_TASK OBJECTIVE_: Check each line of the entries for "solid" and report the ones that have it.

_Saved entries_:
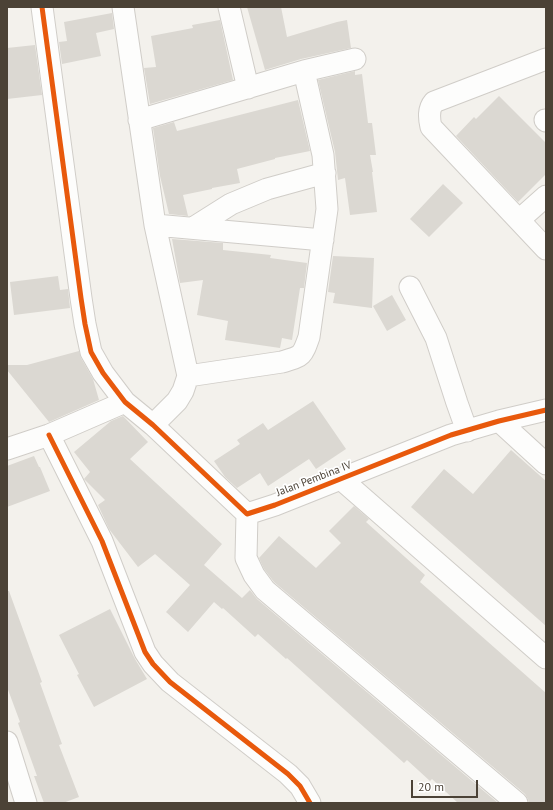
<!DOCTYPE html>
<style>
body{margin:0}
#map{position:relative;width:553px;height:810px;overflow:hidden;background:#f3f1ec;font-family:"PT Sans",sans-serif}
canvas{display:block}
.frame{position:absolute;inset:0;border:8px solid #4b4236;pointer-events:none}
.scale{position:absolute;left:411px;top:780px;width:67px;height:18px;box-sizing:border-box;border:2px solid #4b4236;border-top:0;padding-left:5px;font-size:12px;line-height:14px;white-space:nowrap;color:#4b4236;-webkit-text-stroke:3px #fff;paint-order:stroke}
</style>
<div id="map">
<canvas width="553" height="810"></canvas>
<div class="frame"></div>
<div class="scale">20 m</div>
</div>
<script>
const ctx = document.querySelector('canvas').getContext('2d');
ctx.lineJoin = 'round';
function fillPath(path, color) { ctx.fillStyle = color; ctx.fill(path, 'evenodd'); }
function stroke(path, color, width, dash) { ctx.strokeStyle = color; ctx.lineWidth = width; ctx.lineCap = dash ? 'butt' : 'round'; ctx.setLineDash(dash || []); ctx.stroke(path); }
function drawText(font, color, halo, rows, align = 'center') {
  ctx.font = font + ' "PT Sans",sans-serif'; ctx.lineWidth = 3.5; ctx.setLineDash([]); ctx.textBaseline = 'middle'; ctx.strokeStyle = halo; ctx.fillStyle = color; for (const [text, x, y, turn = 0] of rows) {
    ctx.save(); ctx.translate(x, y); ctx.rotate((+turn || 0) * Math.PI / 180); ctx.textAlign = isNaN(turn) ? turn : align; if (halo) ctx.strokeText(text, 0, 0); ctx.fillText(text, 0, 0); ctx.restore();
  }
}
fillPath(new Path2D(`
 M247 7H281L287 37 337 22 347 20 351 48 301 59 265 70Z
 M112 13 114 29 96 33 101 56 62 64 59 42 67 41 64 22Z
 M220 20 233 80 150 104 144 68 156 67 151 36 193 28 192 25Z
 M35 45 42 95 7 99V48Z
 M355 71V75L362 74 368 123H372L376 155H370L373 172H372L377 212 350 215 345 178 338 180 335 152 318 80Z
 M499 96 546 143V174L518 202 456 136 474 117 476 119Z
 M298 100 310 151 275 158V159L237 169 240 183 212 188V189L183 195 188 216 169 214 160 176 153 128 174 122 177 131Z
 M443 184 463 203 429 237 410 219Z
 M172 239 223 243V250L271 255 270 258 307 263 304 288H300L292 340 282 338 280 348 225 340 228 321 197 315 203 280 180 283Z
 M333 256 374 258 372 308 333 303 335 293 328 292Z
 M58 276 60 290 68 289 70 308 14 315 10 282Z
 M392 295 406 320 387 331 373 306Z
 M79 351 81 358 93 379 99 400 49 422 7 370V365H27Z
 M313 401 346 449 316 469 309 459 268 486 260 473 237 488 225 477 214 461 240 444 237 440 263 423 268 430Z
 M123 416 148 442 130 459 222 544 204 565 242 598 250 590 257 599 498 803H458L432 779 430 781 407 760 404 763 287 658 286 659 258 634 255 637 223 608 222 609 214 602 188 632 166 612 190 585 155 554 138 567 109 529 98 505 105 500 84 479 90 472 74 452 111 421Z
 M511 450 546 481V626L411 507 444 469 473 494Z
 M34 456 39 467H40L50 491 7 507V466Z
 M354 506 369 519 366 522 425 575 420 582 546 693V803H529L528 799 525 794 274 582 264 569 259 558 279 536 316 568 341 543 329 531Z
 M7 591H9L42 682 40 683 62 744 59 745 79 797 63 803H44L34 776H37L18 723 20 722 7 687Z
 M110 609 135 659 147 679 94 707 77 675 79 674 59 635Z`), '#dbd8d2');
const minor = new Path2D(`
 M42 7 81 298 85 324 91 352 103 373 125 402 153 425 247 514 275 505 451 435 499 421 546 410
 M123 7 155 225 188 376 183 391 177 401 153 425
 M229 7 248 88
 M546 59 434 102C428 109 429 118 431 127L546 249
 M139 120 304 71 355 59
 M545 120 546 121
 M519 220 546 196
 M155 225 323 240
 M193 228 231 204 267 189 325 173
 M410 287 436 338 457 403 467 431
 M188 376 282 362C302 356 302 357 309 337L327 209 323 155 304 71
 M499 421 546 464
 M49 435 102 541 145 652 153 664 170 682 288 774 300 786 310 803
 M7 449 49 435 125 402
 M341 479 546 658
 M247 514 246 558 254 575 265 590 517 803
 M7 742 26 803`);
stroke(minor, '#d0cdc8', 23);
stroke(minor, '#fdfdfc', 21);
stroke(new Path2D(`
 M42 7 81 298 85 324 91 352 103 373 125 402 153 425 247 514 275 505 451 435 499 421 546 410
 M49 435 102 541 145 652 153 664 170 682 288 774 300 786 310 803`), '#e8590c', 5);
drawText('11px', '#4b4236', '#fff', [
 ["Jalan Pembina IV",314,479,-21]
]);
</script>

_COMPLETED EXERCISE_:
.frame{position:absolute;inset:0;border:8px solid #4b4236;pointer-events:none}
.scale{position:absolute;left:411px;top:780px;width:67px;height:18px;box-sizing:border-box;border:2px solid #4b4236;border-top:0;padding-left:5px;font-size:12px;line-height:14px;white-space:nowrap;color:#4b4236;-webkit-text-stroke:3px #fff;paint-order:stroke}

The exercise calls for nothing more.